┌────────

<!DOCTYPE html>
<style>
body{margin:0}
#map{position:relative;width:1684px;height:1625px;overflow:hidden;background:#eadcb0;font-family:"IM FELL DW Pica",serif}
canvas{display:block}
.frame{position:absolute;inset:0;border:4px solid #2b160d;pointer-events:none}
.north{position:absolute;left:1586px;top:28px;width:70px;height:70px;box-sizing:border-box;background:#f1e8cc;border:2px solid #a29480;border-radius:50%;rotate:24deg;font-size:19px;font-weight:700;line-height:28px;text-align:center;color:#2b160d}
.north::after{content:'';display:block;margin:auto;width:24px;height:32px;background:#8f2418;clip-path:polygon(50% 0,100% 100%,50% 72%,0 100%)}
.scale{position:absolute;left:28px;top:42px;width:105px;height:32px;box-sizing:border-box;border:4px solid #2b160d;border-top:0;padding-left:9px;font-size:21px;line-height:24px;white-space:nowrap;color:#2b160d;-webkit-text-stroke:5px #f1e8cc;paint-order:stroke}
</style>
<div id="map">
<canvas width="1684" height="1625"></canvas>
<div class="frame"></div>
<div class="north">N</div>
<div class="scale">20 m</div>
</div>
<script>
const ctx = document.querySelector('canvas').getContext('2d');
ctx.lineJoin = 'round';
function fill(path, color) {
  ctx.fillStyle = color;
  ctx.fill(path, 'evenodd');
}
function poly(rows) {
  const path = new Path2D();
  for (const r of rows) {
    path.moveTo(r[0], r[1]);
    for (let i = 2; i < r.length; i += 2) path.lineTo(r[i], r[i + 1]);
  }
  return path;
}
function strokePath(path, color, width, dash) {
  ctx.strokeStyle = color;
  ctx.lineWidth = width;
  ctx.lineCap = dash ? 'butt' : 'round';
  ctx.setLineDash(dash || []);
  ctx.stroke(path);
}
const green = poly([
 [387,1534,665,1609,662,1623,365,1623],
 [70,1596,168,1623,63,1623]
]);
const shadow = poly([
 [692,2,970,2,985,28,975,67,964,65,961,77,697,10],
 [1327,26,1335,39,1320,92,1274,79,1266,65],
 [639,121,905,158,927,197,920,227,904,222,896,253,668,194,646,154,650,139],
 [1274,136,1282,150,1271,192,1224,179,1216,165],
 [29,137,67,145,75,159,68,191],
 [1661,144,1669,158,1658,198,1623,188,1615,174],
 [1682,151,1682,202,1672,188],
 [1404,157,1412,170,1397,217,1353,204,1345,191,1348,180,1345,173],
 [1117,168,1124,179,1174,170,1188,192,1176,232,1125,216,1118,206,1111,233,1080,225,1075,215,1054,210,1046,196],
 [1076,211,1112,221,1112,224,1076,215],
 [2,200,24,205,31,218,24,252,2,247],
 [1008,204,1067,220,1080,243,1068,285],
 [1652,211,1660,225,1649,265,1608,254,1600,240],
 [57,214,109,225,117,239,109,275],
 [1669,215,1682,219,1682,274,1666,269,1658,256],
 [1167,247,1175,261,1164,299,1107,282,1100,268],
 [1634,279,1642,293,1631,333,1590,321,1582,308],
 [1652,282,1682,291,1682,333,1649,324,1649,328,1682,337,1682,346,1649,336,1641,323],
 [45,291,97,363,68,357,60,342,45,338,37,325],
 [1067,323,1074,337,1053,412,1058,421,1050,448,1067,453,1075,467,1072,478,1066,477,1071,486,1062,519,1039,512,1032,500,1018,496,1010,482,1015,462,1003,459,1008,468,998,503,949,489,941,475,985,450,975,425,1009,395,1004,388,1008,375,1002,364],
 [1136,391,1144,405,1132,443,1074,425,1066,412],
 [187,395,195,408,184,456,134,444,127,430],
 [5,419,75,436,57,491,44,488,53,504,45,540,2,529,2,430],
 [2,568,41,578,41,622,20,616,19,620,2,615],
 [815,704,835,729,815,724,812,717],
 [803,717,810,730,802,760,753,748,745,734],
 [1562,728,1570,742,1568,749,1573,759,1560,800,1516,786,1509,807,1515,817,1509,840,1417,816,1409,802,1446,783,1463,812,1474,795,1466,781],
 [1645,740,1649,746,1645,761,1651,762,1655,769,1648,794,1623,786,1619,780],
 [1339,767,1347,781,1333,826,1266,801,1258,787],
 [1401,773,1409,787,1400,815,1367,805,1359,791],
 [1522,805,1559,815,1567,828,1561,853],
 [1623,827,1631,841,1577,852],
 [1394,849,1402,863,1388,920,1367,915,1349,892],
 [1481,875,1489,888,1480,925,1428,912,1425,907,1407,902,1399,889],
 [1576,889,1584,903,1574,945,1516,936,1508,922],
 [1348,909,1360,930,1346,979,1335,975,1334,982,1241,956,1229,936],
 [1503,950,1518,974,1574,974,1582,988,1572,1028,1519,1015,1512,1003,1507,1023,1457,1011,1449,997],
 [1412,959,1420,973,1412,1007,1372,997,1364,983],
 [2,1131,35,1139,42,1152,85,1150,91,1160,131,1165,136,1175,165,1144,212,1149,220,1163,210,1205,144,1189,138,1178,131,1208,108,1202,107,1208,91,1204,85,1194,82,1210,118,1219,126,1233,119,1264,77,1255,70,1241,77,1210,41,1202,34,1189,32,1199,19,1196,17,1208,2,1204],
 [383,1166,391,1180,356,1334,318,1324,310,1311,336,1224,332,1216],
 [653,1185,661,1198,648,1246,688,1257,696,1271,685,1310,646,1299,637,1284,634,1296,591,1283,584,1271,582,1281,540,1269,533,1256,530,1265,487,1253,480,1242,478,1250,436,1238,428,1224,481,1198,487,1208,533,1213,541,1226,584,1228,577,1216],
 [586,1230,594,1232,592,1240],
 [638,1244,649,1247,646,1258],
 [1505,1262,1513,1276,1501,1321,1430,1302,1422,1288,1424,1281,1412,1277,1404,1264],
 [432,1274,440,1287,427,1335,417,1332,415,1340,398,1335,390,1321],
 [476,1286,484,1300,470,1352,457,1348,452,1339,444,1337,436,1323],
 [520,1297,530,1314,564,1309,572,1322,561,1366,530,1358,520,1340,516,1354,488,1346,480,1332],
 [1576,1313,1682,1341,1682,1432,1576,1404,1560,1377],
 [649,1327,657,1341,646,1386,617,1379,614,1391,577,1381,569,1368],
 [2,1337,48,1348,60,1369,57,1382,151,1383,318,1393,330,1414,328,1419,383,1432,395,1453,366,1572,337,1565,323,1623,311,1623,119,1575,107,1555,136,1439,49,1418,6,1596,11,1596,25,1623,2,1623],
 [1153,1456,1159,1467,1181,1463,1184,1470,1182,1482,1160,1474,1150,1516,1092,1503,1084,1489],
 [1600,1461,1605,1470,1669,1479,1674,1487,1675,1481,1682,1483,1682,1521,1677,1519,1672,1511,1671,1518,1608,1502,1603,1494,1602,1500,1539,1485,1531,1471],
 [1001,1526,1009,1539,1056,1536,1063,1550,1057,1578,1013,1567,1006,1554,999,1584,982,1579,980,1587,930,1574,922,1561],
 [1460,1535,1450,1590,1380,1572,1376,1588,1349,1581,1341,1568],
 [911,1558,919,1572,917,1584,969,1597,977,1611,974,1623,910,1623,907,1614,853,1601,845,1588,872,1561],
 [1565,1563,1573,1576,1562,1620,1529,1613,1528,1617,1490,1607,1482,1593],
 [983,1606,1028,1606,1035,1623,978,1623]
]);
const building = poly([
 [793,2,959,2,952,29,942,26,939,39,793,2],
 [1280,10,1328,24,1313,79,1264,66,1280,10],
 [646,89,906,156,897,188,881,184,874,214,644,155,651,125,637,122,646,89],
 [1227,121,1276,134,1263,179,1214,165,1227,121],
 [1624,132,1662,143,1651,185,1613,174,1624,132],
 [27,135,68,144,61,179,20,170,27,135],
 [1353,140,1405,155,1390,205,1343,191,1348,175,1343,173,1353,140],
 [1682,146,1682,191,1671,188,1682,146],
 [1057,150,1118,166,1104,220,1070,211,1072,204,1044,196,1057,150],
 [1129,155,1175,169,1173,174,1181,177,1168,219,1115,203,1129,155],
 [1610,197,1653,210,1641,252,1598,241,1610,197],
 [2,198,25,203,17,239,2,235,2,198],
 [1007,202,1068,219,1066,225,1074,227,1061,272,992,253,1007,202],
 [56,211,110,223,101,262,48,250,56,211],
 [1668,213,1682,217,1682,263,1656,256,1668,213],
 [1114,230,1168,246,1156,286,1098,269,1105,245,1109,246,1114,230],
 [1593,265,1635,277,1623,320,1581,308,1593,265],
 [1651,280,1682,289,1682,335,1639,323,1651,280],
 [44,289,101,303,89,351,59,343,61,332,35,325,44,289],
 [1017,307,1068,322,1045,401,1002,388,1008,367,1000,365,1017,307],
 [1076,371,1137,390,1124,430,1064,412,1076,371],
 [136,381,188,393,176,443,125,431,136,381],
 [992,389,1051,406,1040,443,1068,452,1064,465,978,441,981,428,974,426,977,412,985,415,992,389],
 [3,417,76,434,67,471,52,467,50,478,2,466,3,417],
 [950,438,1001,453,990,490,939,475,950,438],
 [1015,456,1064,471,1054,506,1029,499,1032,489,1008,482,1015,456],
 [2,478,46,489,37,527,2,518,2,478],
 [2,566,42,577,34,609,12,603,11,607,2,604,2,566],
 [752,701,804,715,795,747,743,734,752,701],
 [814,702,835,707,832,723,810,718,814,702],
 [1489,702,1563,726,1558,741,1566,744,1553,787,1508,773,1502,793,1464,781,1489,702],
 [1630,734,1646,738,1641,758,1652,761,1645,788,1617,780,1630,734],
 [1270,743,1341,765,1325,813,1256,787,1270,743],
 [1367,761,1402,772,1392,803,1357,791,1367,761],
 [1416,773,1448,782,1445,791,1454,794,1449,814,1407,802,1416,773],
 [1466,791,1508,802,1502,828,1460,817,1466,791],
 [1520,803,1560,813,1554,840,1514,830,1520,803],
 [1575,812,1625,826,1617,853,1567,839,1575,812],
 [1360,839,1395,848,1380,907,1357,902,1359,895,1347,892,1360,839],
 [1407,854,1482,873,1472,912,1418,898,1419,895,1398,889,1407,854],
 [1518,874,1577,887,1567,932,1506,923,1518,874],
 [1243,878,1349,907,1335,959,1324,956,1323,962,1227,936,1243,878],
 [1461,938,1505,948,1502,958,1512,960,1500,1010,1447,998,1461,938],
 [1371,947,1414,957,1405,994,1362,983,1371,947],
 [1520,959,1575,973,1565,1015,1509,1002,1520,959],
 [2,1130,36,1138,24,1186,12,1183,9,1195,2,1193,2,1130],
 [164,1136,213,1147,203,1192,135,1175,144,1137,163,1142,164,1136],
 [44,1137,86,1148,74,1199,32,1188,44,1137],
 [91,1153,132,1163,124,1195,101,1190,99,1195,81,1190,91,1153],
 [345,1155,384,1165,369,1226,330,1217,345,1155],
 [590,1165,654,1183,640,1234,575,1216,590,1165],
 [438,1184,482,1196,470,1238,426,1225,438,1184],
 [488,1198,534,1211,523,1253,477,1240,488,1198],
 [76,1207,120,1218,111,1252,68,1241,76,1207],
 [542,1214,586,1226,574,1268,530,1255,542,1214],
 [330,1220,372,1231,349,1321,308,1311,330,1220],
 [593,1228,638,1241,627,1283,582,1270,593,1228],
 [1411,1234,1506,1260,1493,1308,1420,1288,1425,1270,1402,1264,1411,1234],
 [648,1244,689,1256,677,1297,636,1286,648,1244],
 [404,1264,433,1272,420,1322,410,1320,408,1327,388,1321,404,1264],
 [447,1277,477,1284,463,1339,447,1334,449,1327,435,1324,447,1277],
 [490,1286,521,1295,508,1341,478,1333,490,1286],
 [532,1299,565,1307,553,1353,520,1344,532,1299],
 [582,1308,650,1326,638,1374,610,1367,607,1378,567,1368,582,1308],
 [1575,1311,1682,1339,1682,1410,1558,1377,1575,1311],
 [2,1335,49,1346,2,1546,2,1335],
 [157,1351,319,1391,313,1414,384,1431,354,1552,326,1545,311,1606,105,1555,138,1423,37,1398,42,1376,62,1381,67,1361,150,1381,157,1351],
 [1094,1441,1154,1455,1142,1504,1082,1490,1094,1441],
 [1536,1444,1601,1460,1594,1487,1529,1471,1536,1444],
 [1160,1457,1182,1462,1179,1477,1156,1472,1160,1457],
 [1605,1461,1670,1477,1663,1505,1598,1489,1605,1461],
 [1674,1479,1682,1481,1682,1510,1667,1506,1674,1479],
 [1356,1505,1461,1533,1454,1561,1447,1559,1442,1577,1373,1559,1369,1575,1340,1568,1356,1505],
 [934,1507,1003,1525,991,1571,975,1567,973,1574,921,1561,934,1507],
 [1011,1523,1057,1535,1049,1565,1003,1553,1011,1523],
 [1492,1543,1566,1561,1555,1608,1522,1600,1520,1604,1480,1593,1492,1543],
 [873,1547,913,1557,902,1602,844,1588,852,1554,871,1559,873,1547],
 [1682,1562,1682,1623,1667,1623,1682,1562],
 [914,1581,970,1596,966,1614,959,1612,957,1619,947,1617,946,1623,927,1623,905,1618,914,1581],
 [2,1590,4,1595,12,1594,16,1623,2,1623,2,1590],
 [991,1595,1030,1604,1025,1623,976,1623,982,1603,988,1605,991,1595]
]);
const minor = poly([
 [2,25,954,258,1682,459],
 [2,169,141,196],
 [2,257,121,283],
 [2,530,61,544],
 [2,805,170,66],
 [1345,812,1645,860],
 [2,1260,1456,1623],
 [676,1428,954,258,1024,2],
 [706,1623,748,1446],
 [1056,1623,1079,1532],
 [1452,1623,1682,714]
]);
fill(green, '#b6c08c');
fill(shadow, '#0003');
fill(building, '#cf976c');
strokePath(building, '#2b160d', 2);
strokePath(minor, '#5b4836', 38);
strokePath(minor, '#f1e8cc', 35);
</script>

└────────

- _DIRECTIONS_: Every line above that holds the string "canvas" should be copied out.

- _FINISHED EXERCISE_:
canvas{display:block}
<canvas width="1684" height="1625"></canvas>
const ctx = document.querySelector('canvas').getContext('2d');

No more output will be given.